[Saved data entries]

Start of Block

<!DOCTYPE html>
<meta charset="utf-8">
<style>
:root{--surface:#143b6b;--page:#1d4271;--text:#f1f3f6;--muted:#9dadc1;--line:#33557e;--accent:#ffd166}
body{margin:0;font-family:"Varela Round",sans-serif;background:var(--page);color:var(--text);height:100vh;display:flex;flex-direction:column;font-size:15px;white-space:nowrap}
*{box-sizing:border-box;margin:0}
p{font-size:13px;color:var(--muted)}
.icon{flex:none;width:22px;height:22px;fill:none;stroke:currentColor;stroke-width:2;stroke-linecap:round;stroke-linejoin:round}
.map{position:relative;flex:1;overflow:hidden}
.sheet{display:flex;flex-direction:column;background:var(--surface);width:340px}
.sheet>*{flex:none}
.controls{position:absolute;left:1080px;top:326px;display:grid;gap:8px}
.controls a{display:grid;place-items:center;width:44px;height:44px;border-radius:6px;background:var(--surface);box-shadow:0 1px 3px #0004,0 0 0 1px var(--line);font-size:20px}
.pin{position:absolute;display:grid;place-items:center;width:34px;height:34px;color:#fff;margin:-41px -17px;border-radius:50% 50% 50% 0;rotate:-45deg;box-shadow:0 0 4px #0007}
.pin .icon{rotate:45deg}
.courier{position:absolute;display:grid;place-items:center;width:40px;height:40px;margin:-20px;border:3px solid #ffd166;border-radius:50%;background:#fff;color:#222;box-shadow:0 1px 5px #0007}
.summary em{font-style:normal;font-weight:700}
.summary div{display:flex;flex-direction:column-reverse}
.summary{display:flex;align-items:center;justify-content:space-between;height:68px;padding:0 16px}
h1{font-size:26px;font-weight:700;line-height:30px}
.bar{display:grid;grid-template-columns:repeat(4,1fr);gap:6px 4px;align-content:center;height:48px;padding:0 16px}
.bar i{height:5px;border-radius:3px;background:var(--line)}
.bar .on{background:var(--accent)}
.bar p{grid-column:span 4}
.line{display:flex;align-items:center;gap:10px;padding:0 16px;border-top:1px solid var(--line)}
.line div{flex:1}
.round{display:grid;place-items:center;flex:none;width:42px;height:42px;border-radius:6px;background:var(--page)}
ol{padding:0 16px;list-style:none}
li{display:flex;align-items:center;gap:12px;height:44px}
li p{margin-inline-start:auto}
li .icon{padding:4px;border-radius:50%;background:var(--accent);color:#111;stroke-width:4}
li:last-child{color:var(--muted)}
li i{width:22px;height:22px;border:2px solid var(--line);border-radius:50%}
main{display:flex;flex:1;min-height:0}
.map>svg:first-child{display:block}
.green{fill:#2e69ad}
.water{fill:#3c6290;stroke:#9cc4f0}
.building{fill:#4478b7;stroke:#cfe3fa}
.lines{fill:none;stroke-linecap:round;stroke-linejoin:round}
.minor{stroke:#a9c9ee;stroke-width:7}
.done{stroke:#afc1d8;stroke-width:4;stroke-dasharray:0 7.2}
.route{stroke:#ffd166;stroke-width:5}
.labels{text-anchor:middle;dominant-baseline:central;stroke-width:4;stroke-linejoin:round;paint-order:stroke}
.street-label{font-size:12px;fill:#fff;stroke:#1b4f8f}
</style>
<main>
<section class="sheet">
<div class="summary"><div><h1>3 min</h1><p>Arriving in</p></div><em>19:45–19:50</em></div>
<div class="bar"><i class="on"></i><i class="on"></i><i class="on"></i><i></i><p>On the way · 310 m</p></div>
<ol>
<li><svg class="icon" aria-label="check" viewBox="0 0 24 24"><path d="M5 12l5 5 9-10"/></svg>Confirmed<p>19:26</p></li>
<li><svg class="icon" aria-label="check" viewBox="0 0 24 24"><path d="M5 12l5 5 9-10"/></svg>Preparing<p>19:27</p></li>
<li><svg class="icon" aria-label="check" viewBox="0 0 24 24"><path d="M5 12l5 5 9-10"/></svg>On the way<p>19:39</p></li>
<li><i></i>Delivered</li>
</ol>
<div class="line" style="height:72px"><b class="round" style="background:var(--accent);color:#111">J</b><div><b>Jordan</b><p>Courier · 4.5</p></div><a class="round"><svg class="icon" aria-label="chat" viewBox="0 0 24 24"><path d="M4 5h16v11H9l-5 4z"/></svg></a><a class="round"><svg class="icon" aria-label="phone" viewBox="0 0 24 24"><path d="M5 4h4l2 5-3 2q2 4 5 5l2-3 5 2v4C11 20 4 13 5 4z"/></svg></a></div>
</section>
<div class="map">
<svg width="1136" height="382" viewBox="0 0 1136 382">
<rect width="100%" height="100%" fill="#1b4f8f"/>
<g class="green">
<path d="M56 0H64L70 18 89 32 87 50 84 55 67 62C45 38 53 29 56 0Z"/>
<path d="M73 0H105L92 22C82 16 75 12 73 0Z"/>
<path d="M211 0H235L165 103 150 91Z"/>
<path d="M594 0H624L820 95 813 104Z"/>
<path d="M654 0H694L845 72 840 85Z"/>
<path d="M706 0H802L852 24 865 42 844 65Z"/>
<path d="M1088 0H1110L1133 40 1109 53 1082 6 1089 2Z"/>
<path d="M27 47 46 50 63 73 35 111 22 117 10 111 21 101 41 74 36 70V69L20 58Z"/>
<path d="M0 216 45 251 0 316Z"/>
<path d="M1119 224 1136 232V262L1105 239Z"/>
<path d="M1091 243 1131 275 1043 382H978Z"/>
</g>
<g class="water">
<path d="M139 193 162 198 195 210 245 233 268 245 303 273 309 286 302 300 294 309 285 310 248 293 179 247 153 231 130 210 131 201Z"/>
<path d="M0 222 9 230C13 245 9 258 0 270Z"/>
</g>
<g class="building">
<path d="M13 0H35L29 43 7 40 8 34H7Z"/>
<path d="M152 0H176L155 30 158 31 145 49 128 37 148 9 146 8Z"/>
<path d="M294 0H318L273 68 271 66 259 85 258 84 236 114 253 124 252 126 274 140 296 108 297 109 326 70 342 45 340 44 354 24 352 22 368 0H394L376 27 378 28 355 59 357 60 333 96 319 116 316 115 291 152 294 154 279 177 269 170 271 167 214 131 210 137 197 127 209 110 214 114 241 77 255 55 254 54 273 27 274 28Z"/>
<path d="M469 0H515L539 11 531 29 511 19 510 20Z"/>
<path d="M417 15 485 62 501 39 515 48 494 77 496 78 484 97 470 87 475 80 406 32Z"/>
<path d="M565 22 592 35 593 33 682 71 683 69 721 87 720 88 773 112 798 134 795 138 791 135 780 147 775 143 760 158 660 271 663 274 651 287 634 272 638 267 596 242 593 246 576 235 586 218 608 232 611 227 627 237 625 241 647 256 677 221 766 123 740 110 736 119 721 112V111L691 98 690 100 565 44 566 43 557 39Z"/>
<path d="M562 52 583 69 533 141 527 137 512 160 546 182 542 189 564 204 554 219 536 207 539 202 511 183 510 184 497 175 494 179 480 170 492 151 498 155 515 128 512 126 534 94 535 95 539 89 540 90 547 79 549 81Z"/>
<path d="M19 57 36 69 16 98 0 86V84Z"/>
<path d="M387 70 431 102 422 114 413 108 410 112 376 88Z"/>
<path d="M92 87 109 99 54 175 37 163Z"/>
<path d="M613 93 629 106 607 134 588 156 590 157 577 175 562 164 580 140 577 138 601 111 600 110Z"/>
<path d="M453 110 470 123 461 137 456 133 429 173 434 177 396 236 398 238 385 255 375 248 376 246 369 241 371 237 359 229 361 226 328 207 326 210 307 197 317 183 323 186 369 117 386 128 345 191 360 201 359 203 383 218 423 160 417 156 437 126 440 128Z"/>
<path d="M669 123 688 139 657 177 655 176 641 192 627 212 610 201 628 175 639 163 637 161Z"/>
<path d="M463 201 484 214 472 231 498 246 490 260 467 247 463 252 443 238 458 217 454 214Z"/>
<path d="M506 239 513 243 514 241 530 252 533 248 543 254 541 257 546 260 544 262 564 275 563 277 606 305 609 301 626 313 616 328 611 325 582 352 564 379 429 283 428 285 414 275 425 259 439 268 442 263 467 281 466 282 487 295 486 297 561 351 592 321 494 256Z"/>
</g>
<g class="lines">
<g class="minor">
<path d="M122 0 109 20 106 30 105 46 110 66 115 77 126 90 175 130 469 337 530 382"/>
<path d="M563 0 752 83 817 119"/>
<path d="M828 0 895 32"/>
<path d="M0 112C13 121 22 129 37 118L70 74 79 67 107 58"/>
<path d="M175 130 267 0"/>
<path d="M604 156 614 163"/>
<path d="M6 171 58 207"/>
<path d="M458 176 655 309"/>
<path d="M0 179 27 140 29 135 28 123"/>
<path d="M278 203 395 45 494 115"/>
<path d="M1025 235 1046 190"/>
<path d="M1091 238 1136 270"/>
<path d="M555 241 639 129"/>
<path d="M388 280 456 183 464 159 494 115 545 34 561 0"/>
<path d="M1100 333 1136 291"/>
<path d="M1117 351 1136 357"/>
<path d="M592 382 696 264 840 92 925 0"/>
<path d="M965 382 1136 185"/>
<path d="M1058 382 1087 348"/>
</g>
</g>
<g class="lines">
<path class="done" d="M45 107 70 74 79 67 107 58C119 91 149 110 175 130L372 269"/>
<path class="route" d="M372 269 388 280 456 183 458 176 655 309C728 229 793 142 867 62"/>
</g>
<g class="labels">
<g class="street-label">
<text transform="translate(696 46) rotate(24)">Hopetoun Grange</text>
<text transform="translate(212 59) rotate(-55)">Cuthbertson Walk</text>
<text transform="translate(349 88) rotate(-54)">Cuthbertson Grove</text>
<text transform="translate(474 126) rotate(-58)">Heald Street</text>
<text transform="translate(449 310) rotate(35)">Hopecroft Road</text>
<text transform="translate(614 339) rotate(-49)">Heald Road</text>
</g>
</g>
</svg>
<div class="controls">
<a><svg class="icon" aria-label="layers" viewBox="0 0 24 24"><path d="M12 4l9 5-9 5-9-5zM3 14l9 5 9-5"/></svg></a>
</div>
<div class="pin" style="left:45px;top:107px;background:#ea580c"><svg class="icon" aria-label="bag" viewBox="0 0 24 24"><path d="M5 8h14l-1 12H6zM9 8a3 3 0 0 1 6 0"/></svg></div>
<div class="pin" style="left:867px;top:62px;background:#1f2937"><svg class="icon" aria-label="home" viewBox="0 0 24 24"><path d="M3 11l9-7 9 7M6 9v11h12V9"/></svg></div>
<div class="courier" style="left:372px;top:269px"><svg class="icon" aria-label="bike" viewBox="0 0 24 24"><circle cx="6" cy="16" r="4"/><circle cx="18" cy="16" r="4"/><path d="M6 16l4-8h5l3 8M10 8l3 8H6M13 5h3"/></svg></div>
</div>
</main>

End of Block

WORK TO COMPLETE: Collect the complete line wherever the string "controls" appears in the records.

FINAL ANSWER:
.controls{position:absolute;left:1080px;top:326px;display:grid;gap:8px}
.controls a{display:grid;place-items:center;width:44px;height:44px;border-radius:6px;background:var(--surface);box-shadow:0 1px 3px #0004,0 0 0 1px var(--line);font-size:20px}
<div class="controls">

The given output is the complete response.